Clinical studies evaluating the use of hydrocortisone in patients with septic shock are heterogeneous in design with conflicting results. The appropriate time in which to initiate hydrocortisone after shock onset is unknown. This study sought to compare clinical outcomes including vasopressor duration and mortality in patients with septic shock who received hydrocortisone based on timing of initiation after shock onset.
Retrospective cohort study of patients between 2011 and 2017 admitted to ten medical, surgical, and neurosciences ICUs at a large, tertiary care academic medical center. Adult patients with vasopressor-dependent septic shock who received hydrocortisone were included. Patients were divided into five timing cohorts based on time after shock onset: 0-6, 6-12, 12-24, 24-48 or >48 hours. The primary outcome was days alive and free from vasopressors.

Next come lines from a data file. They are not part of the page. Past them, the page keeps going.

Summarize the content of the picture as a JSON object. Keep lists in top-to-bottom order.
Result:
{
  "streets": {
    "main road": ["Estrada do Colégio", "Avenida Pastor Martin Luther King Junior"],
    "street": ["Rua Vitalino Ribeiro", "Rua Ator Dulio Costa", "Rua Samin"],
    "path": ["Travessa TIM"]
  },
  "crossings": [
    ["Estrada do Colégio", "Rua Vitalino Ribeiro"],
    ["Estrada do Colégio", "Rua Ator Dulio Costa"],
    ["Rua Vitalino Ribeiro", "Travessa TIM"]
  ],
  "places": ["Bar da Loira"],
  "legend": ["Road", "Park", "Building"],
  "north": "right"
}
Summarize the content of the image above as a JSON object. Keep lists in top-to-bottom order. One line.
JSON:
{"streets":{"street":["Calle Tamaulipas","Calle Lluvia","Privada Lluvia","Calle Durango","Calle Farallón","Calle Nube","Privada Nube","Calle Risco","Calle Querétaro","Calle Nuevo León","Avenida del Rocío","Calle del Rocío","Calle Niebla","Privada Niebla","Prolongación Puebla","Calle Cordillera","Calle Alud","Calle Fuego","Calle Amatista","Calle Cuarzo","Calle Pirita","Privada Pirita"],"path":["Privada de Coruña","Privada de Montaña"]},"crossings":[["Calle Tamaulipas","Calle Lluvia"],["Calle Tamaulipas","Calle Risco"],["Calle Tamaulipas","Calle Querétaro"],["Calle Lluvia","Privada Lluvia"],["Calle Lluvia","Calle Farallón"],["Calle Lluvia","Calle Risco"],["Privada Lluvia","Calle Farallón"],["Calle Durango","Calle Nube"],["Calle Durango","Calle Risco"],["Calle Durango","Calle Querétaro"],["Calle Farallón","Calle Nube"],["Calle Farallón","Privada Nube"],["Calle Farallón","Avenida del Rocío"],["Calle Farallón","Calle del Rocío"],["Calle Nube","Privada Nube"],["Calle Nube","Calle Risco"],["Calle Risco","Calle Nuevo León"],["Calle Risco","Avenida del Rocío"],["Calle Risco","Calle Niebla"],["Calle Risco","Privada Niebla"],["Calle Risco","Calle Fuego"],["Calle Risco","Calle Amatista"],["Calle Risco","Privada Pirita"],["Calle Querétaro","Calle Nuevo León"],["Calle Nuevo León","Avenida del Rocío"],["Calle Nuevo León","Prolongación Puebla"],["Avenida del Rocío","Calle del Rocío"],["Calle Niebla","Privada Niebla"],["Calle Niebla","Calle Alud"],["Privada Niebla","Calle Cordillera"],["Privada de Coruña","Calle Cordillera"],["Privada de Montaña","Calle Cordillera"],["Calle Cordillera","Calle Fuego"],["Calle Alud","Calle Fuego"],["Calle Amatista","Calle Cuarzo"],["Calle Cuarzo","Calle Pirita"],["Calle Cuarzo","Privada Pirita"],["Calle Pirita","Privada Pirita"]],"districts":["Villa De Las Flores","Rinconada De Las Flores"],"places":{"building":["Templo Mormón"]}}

1470 patients were included: 567 (38.6%) received hydrocortisone between 0-6 hours, 231 (15.7%) 6-12 hours, 260 (17.7%) 12-24 hours, 195 (13.3%) 24-48 hours, and 217 (14.8%) >48 hours after shock onset. Patients who received hydrocortisone earlier were sicker at baseline with higher APACHE III scores, lactate concentrations and norepinephrine requirements. On univariate analysis, days alive and free from vasopressors did not significantly differ amongst the timing groups (median 3.3 days for 0-6 hours; 1.9 for 6-12 hours; 1.9 for 12-24 hours; 0 for 24-48 hours; 0 for >48 hours; p = 0.39); similarly, ICU mortality did not differ. On multivariable linear regression, timing of hydrocortisone was independently associated with more days alive and free from vasopressors when comparing initiation within 0-6 hours with >48 hours (beta-coefficient 2.8 days [95% CI 0.8-4.7]), 6-12 hours with >48 hours (2.5 days [95% CI 0.2-4.7]), and 12-24 hours with >48 hours (2.3 days [95% CI 0.2-4.5]). On multivariable logistic regression, timing of hydrocortisone was associated with reduced ICU mortality when comparing receipt within 0-6 hours of shock onset to >48 hours after shock onset (OR 0.6, 95% CI 0.4-0.8).
In patients in whom hydrocortisone is prescribed for vasopressor-dependent septic shock, timing is crucial and hydrocortisone should be started within the first 12 hours after shock onset.